__What the exercise asks__
What you return must be the complete listing, unchanged.

__Exercise inputs__
◆ ◆ ◆ ◆ ◆ ◆ ◆
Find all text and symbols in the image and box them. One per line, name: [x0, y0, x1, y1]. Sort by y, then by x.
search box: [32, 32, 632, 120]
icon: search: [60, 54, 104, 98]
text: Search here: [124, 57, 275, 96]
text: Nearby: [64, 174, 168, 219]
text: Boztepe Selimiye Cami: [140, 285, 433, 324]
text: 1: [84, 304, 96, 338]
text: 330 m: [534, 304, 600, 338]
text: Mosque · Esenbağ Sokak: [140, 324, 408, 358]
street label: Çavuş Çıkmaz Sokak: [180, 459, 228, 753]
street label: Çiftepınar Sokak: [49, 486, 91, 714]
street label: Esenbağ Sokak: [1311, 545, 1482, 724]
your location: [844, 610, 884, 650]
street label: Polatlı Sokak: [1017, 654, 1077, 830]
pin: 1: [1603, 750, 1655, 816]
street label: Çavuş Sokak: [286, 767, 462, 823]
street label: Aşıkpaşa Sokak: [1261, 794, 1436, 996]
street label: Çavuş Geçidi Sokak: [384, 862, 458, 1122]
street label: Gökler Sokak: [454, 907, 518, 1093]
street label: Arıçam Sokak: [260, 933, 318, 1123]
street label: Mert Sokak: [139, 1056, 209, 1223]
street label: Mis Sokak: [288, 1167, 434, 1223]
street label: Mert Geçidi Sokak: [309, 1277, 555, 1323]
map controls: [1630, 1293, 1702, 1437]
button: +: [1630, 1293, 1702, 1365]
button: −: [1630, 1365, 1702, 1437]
◆ ◆ ◆ ◆ ◆ ◆ ◆
__Written answer__
Find all text and symbols in the image and box them. One per line, name: [x0, y0, x1, y1]. Sort by y, then by x.
search box: [32, 32, 632, 120]
icon: search: [60, 54, 104, 98]
text: Search here: [124, 57, 275, 96]
text: Nearby: [64, 174, 168, 219]
text: Boztepe Selimiye Cami: [140, 285, 433, 324]
text: 1: [84, 304, 96, 338]
text: 330 m: [534, 304, 600, 338]
text: Mosque · Esenbağ Sokak: [140, 324, 408, 358]
street label: Çavuş Çıkmaz Sokak: [180, 459, 228, 753]
street label: Çiftepınar Sokak: [49, 486, 91, 714]
street label: Esenbağ Sokak: [1311, 545, 1482, 724]
your location: [844, 610, 884, 650]
street label: Polatlı Sokak: [1017, 654, 1077, 830]
pin: 1: [1603, 750, 1655, 816]
street label: Çavuş Sokak: [286, 767, 462, 823]
street label: Aşıkpaşa Sokak: [1261, 794, 1436, 996]
street label: Çavuş Geçidi Sokak: [384, 862, 458, 1122]
street label: Gökler Sokak: [454, 907, 518, 1093]
street label: Arıçam Sokak: [260, 933, 318, 1123]
street label: Mert Sokak: [139, 1056, 209, 1223]
street label: Mis Sokak: [288, 1167, 434, 1223]
street label: Mert Geçidi Sokak: [309, 1277, 555, 1323]
map controls: [1630, 1293, 1702, 1437]
button: +: [1630, 1293, 1702, 1365]
button: −: [1630, 1365, 1702, 1437]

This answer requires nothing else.